パナソニック ホールディングス(パナソニックHD)が、同社グループで推進しているDXプロジェクト「PX(パナソニックトランスフォーメーション)」について説明。同社 グループCIOの玉置肇氏は情報システム部門における「歴史と伝統の呪縛」について指摘するとともに「まずは情報システム部門の社員を幸せにする」と述べた。
パナソニック ホールディングス(以下、パナソニックHD)は2022年6月30日、オンラインで会見を開き、同社グループで推進しているDX(デジタルトランスフォーメーション)プロジェクト「PX(パナソニックトランスフォーメーション)」について説明した。
PXの大きな目的は「各事業会社のDX支援とグループ全体のIT経営基盤の底上げ」になる。このPXをけん引するのは、パナソニックHD グループCEOの楠見雄規氏に請われて2021年5月に社外からCIOとして入社した玉置肇氏である。玉置氏は会見の冒頭で「PXの前に、パナソニックの情報システムについて説明しておきたい。24万人の社員がいるこのパナソニックグループのCIOとして、なぜパナソニックと無縁の私が社外から来たのか、世界で約2700人、国内だけでも2000人いる社内の情報システム部門ではなく、社外の人間でなければならないのか。それは、現在の経営陣が情報システム部門を立て直さなければならないと判断したからだが、その原因の一つになるのが『歴史と伝統の呪縛』だ」と語る。
パナソニックの情報システム部門は、松下電器産業時代の1959年に導入したIBM製の電子計算機から始まる。1962年には本社に計算センターが発足し、1973年の電算計算システムセンターを経て、1984年には情報システム部門の前身となる情報企画が発足した。平成に入ってからは1993年に全販売店を結ぶPanaVAN(Value-Added Network)を展開するなど先進的な取り組みも行っている。中村邦夫氏がトップだった2000年には全社IT革新本部を設立して同氏がトップダウンでプロジェクトを推進。大坪文雄氏がトップだった2011年には、パナソニック、パナソニック電工、三洋電機の3社の情報システム機能を統合するプロジェクトが始まった。

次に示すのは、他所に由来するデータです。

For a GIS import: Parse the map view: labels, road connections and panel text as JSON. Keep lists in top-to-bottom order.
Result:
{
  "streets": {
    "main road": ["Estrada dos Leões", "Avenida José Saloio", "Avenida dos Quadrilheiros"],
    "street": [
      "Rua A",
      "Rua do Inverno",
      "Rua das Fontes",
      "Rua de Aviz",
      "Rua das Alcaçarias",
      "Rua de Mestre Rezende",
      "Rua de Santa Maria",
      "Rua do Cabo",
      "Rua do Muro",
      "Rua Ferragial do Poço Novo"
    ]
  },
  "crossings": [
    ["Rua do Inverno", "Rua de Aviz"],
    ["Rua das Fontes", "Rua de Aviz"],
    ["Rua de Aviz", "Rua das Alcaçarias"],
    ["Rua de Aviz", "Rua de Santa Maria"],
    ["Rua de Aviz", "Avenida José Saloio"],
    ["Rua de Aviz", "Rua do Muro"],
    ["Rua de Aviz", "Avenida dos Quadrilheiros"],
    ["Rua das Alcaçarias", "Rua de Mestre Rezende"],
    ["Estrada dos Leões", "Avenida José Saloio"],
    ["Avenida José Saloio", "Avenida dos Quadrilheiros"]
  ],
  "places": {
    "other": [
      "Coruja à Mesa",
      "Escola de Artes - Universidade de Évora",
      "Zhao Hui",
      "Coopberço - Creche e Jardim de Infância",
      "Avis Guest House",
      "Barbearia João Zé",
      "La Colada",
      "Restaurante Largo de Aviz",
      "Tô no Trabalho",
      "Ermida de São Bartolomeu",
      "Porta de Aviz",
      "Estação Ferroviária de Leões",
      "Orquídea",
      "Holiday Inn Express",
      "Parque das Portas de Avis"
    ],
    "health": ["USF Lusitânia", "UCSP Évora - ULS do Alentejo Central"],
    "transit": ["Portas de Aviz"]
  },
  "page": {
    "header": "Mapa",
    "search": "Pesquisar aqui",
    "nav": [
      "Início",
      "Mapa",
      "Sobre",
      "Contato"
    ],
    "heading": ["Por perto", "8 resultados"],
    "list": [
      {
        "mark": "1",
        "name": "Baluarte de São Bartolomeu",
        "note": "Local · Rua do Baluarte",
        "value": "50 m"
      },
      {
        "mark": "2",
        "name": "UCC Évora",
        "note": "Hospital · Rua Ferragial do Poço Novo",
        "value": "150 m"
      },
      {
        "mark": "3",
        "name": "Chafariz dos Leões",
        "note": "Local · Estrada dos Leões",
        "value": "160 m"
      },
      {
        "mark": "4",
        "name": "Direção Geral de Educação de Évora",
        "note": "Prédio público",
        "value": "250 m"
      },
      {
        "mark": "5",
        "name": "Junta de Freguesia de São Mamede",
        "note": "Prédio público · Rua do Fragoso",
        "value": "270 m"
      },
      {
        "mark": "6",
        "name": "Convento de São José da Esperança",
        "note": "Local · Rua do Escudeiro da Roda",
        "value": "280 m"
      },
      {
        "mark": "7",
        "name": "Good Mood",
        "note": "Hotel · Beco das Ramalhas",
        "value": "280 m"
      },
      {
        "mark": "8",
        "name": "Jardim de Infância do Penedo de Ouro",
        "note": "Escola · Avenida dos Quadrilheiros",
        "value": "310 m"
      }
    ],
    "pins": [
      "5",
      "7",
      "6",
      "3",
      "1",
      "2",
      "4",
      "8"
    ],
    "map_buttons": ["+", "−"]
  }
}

そして2015年、現在の情報システム子会社であるパナソニック インフォメーションシステムズ(PISC)が、パナソニックのコーポレート情報システム社(CISC)と統合して新たに発足している。
玉置氏は「松下電器産業の情報システム部門は『情報職能』と呼ばれるなど、ものすごい歴史と伝統のある組織だ。このため重たい。そして、パナソニック全体がかなり大きな組織であるが故に、情報システム部門も複雑で大きくなり、情報システム部門そのものが“王国”“宇宙”になっていた」と説明する。経営側と情報システム部門は歩調を合わせていく必要があるが、経営側は「ITがよく分からない」、情報システム部門も「きちんとやるからあまり口を出してほしくない」となり、玉置氏の指摘する“王国”が形成されていった。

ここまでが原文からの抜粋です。